# Task
Pull every line holding the word "turn" from the data below and copy it.

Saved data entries
------------------------

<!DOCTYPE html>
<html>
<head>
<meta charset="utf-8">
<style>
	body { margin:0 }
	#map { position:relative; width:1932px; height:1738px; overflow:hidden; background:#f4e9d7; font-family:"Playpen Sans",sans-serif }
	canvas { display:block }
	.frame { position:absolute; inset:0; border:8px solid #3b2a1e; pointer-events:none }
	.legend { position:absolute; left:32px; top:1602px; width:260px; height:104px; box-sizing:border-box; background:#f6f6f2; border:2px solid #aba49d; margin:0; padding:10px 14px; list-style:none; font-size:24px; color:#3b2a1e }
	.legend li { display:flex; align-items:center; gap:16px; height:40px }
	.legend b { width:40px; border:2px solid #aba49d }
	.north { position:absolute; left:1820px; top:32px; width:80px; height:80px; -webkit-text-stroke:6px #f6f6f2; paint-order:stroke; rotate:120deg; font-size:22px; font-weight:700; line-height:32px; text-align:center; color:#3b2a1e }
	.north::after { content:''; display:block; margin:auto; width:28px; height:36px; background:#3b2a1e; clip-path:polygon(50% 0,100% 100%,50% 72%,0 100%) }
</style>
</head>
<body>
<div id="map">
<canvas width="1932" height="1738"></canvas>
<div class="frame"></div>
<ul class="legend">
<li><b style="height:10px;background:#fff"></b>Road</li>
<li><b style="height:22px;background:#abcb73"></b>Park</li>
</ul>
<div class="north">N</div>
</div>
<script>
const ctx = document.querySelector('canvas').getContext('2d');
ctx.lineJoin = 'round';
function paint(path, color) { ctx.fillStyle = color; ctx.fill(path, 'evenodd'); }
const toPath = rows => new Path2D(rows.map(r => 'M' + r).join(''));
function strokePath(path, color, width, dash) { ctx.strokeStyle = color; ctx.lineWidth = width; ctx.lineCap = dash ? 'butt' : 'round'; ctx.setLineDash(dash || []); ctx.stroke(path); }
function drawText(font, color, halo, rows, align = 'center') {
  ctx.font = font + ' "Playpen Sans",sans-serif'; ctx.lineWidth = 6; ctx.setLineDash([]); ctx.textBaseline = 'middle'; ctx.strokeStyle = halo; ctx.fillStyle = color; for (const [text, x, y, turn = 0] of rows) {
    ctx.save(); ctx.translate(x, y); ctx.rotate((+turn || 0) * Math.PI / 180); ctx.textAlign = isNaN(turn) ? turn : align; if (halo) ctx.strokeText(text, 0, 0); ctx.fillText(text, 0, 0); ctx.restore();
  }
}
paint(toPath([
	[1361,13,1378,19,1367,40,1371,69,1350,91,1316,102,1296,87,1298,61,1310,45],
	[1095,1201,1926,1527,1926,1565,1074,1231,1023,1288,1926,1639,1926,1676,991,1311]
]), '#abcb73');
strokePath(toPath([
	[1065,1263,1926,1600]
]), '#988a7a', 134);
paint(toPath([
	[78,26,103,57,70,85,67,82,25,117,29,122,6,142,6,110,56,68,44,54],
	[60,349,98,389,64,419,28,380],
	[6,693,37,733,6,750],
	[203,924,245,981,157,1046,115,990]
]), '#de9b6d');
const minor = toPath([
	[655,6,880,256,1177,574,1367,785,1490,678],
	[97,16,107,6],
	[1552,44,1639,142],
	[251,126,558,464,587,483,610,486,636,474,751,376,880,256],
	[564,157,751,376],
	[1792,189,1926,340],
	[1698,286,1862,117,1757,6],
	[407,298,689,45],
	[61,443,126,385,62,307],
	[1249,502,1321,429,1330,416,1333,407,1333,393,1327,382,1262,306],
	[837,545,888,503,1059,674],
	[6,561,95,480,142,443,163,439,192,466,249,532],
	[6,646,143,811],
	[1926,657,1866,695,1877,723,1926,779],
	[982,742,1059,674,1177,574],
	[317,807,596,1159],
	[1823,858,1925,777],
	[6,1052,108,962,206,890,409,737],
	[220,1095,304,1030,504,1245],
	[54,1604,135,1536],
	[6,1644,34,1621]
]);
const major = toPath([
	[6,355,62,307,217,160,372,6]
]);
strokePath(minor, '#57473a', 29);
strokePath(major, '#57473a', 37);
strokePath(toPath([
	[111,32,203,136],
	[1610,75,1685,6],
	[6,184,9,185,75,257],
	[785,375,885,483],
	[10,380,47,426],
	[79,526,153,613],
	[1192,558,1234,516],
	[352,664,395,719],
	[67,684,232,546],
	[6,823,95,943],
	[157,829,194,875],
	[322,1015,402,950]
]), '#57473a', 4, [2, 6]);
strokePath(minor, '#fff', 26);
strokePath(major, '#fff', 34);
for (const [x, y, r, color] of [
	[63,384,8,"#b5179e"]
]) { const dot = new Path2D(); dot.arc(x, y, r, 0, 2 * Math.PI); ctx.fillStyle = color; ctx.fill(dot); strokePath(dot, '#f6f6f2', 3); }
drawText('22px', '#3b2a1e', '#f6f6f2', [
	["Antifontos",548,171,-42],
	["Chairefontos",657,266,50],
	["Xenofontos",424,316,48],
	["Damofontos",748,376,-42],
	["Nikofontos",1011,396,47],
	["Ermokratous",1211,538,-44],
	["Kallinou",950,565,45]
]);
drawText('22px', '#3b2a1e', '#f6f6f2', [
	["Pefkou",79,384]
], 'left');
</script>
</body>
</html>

------------------------

# Task response
  ctx.font = font + ' "Playpen Sans",sans-serif'; ctx.lineWidth = 6; ctx.setLineDash([]); ctx.textBaseline = 'middle'; ctx.strokeStyle = halo; ctx.fillStyle = color; for (const [text, x, y, turn = 0] of rows) {
    ctx.save(); ctx.translate(x, y); ctx.rotate((+turn || 0) * Math.PI / 180); ctx.textAlign = isNaN(turn) ? turn : align; if (halo) ctx.strokeText(text, 0, 0); ctx.fillText(text, 0, 0); ctx.restore();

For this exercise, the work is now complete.